The playoff bullpen is always a tricky situation. You want to make sure you're covered for every conceivable match up or extra-inning situation that can and usually does come up, but you don't want to do it at the expense of thinning out your bench. Depending on manager preference, opponent, and schedule, 10-11 pitchers is more than enough to cover a team for a series, 7 of them bullpen guys. The Yankees are going to have some decisions to make when it comes time to pick the 25-man for the playoffs. Here's how the pool of bullpen candidates breaks down.
Tier 1- The No-Doubters: Mo, D-Rob, Sour Puss
These guys would be in even if they had their arms cut off Black Knight-style. Despite some hard-hit balls against him recently, Soriano looked solid last night and has looked solid ever since he came back from the DL. He's the official 7th Inning Guy. D-Rob is a high-socked monster who's having one of the best seasons for a reliever in recent memory. Any way you check the stats, D-Rob has been one of the 3 best relievers in baseball this season, and he has thrived in high-leverage situations. He's got the 8th inning on lockdown. And Mariano Rivera is still the closer for the team, and still the best closer ever. He's in.
Tier 2- The Almost Assuredlies: Boone Logan, Cory Wade, Hector Noesi
If Mo, D-Rob, and SP are sitting at the head table of this party, then these 3 guys would be table 2 or 3. Boone Logan, issues against lefties aside, is still the team's #1 lefty out of the 'pen. And with big bats like Josh Hamilton and Big Sloppi looming in the playoffs, he's going to be Joe's go-to guy for those at-bats whether he's earned that role or not. Wade has been an absolute steal of a pick up, effectively filling the 6th-7th-inning void left by Joba's injury and D-Rob's graduation to the setup role. His sub-2.00 ERA is a bit deceiving, but he throws strikes and hasn't seemed to be the type to shrink in a big spot. Noesi is like a 2011 version of Ramiro Mendoza. He can come in to finish up lower-leverage games, provide an inning or 2 of high-leverage relief, or go 3-4+ innings if a game goes deep into extra innings. Barring injury, I think all 3 of these guys are safe bets.
Tier 3- The Wild Cards: Luis Ayala, Phil Hughes
I'm going to go ahead and say that Phil Hughes won't be picked for the postseason rotation, but Joe will still want him available as a relief option since we've seen before how his stuff can play up out of the 'pen.
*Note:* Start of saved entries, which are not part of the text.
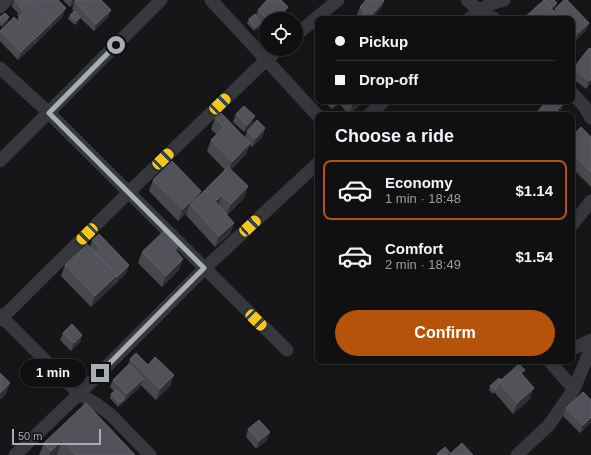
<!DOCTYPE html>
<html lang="en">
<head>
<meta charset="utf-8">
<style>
	:root { --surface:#101012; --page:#19191b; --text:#f1f3f6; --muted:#9c9d9f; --line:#303032; --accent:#b45309 }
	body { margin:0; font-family:Helvetica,sans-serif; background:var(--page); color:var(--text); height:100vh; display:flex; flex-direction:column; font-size:15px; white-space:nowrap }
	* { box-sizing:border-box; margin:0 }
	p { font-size:13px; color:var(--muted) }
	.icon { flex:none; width:22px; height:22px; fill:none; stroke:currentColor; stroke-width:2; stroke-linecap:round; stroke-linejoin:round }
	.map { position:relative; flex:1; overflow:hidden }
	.panel { position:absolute; left:315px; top:112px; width:260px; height:252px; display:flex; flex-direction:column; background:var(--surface); border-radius:8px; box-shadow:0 2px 10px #0003,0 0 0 1px var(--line) }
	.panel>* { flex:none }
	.top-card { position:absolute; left:315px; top:16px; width:260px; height:88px; border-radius:8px; box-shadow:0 2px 10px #0003,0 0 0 1px var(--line); display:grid; align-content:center; height:88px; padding:0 20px; background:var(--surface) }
	.buttons { position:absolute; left:259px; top:12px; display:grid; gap:8px }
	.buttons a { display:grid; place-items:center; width:44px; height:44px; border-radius:50%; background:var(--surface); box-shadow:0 2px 10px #0003,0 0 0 1px var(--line); font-size:20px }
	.scale { position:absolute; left:12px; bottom:10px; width:89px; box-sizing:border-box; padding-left:4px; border:2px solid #a8adb8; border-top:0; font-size:11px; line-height:14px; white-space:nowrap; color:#a8adb8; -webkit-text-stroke:3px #111113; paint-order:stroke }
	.end { position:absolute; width:18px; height:18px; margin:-9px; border:5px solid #a8adb8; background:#111; box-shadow:0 0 0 2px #111 }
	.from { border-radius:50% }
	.bubble { position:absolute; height:28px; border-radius:14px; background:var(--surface); box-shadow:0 2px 10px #0003,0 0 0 1px var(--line); font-size:13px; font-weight:600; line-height:28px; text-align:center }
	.car { position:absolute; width:12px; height:24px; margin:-12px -6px; border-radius:5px; box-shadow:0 0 3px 1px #0007; background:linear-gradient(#f5c518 24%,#345 0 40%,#f5c518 0 76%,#345 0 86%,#f5c518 0) }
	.top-card b { display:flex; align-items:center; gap:14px; height:38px; font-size:15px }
	.top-card b+b { border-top:1px solid var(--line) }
	.top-card i { width:10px; height:10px; background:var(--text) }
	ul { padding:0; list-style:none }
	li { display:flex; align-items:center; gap:12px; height:60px; margin:0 8px 6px; padding:0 12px; border:2px solid transparent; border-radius:8px }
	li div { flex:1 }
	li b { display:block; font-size:15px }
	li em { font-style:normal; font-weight:600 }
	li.active { border-color:var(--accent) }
	li>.icon { width:36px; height:36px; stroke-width:1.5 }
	h2 { padding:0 20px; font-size:18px; line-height:48px }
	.cta { display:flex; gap:8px; margin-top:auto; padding:8px 20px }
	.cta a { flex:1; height:46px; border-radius:24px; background:var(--accent); color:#fff; font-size:16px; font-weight:600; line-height:46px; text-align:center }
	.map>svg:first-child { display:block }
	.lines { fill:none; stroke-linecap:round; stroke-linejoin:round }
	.minor { stroke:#37383d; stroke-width:13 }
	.wall { fill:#47494d }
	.shaded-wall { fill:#2f3033 }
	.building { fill:#525359; stroke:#5f6168 }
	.route { stroke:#a8adb8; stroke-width:5 }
</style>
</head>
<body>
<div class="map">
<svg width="591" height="455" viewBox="0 0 591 455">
	<rect width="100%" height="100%" fill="#161618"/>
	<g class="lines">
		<path class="minor" d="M211,0L318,116
			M467,0L479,10L495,19
			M0,7L7,0
			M469,19C480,9 489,4 504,0
			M296,35L338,0
			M0,68L49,113L287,350
			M572,93L584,106L591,118
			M369,115L384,101
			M0,161L161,0
			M572,225L591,201
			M0,315L79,394L95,403L111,415L150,455
			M0,320L129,192L266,60L279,49
			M572,349L591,340
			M549,361L574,389
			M15,455L79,394L205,268L318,163
			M517,455L549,425L574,389L591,348"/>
	</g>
	<path class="wall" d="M14,0H58L63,16L50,29H49V30L34,45L33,44V46L18,60L0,41V31L18,20L19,17L17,15L18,13L12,7Z
		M63,0H101L111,10L108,17L94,31L80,18L79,21L75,25L68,19L70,15L74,11L72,9L74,3L70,7Z
		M557,3L555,7L552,9L554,11L555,9L589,23L586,30L575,41L572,38V19H523L524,18Z
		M360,7L381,9L360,17L357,15Z
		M258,10L285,15L281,19H266V29L261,24L260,27L254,31L247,23L249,19L256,15Z
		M0,17L8,21L2,27L0,25Z
		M573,69L591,83L586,89L572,78V71Z
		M328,101H364L349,115L338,102L337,105L332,109L327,104Z
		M236,114L252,124L244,132L233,122Z
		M215,118L245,137L247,131L263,136L252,147L250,145L246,154L231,170L248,186L244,198L227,215L234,223L230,234L215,247L186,215L187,212L178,221L149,191L153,180L200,194L205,191L206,189L225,170L207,151L211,140L217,135L211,129Z
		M572,136L591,137V187L572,168Z
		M92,240L129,265L126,273L114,285V284L113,286L91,307L61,276L65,265L90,247Z
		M179,245L177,252L179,270L162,287L138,263L142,252Z
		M63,333L82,335L80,342L71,351L60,340Z
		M130,359L148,365L174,375L170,386L156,400L141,385L140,387L124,402V401L123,403L118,407L110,398L111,394L114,391L110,387L113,380L128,366Z
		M523,375L530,399L513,414L495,393V392L493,394L489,390L490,386L501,380Z
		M86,403L135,455H39L44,443Z
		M566,408L591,422L580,433L563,416Z
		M248,429L267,440L256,449L246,437Z"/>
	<path class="shaded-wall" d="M72,0H77L70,7Z
		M384,1L381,9L372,19H368Z
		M557,3L555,7L550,12L551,8Z
		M288,7L285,15L281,19H276Z
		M66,8L63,16L50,29L52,22Z
		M111,10L108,17L94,31L96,24Z
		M9,17L8,21L2,27L3,23Z
		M80,17L79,21L75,25L76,21Z
		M51,23L49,30L34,45L37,37Z
		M261,23L260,27L254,31L255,28Z
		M589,23L586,30L575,41L578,33Z
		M35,38L33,46L18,60L21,52Z
		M591,79V83L586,89L589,81Z
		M338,101L337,105L332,109L334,106Z
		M356,101H364L349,115L353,103Z
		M565,102L562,109L557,115V110Z
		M255,116L252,124L244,132L247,125Z
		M265,128L263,136L252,147L255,139Z
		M250,143L246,154L228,173L232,162Z
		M248,186L244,198L226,215L231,204Z
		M201,191L197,202L190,204L187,212L178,221L183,209Z
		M222,195L218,206L213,211L217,200Z
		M234,223L230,234L215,247L219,236Z
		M179,245L175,256V250Z
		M183,259L179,270L162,287L166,276Z
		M129,265L126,273L114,285L117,277Z
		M117,275L113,286L91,307L95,296Z
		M82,335L80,342L71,351L74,343Z
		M174,375L170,386L156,400L160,389Z
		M143,379L140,387L124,402L127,394Z
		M10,383L6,394L0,400V393Z
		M534,388L530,399L513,414L517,403Z
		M124,399L123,403L118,407L120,403Z
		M591,417V422L580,433L583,425Z
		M270,432L267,440L256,449L259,441Z
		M62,440L57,455H49L51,451Z"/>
	<path class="building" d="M15,0H29L51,23L37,37L18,18L25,12L20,7L21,6Z
		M31,0H58L66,8L52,22Z
		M76,0H101L111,10L96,24L75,2Z
		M267,0H281L288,7L276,19H267L258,10Z
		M366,0H383L384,1L368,19H358L365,12L360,7Z
		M544,0L559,17L557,19H525L524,18Z
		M544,0H554L557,3L551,8Z
		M564,0H567L589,23L578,33L572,27V19H564L555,9Z
		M74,11L80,17L76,21L70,15Z
		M5,13L9,17L3,23L0,19V17Z
		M255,14L261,23L255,28L249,19Z
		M14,17L35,38L21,52L0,31Z
		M589,48L591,49V79L589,81L573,69Z
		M330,101H338L334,106Z
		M351,101H356L353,103Z
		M547,101H564L565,102L557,110L563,115H534Z
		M244,106L255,116L247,125L236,114Z
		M221,113L250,143L232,162L211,140L224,127L215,118Z
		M257,120L265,128L255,139L247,131Z
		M581,127L591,137V172L572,153V136Z
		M172,161L201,191L183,209L153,180Z
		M228,167L248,186L231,204L222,195L217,200L206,189Z
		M205,190L234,223L219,236L190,204Z
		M165,230L179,245L175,250L183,259L166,276L142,252Z
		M99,234L129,265L117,277L116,276L117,275L95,253L100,248L92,240Z
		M87,244L117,275L95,296L65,265Z
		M72,324L82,335L74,343L63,333Z
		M136,353L148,365L155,357L174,375L160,389L130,359Z
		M129,364L143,379L127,394L113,380Z
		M519,364L525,370L521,373L534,388L517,403L499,382Z
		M0,373L10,383L0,393Z
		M499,378L501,380L499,382L495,390L490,386Z
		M116,390L124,399L120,403L111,394Z
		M583,392L591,400V417L583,425L566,408Z
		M86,403L135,455H76L62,440L51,451L44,443Z
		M259,420L270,432L259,441L248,429Z
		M462,443L473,455H451L450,454Z
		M445,447L450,453L447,455H438L437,454Z"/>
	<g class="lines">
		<path class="route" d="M100,373L204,268L49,113L116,45"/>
	</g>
</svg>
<div class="buttons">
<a><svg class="icon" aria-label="locate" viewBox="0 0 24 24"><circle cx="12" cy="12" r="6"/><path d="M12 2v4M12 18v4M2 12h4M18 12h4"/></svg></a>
</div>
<div class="scale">50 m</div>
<i class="end from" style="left:116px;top:45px"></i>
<i class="end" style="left:100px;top:373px"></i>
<div class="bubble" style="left:20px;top:359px;width:66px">1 min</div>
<i class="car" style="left:220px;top:104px;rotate:46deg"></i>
<i class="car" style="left:163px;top:159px;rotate:46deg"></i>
<i class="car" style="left:250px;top:226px;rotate:47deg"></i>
<i class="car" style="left:87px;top:234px;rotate:225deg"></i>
<i class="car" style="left:256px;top:320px;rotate:135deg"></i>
<div class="top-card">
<b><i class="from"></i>Pickup</b>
<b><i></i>Drop-off</b>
</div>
<section class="panel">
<h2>Choose a ride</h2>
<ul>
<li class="active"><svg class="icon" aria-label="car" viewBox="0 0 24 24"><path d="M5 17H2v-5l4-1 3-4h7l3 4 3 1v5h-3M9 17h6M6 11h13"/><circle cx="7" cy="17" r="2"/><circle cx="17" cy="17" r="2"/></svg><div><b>Economy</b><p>1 min · 18:48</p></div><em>$1.14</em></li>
<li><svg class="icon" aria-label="car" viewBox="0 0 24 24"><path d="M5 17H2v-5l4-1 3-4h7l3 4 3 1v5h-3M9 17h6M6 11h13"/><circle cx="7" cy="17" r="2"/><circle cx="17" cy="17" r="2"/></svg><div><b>Comfort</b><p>2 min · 18:49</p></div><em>$1.54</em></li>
</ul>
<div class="cta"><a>Confirm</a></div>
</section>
</div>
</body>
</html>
That being said, if Colon or Garcia goes down in the last few weeks, I think Phil gets the nod over A.J. if Joe sticks with a 4-man rotation, so I can't fully commit to him being the 7th reliever. Ayala has had a mind-boggling season. He's given the Yankees what they needed from him, but his 4.03 FIP exposes his 1.80 ERA as phony and he hasn't made very many high-leverage appearances. He has rebounded from a late-August slump to throw 4.1 shutout innings in 5 September appearances while only allowing 2 baserunners, and could replace Wade or Noesi if Joe values "experience."
Tier 4- Outside Looking In: A.J. Burnett, Aaron Laffey, Scott Proctor, every other September call up
Anything short of pitching complete game shutouts in the rest of his starts this season and I don't think A.J. gets invited to the postseason party. And taking a lifetime starter and trying to make him a reliever in a short timeframe is risky, doubly so when the pitcher in question is A.J. Burnett, King of Wild Pitches. Laffey could have been a Wild Card because of Boone Logan's recent dead arm, but as long as Logan is healthy Joe won't consider Laffey and shouldn't. And since Joe doesn't seem interested in seeing what guys like George Kontos and Andrew Brackman can do, they don't have much of a shot. Also, Scott Proctor sucks.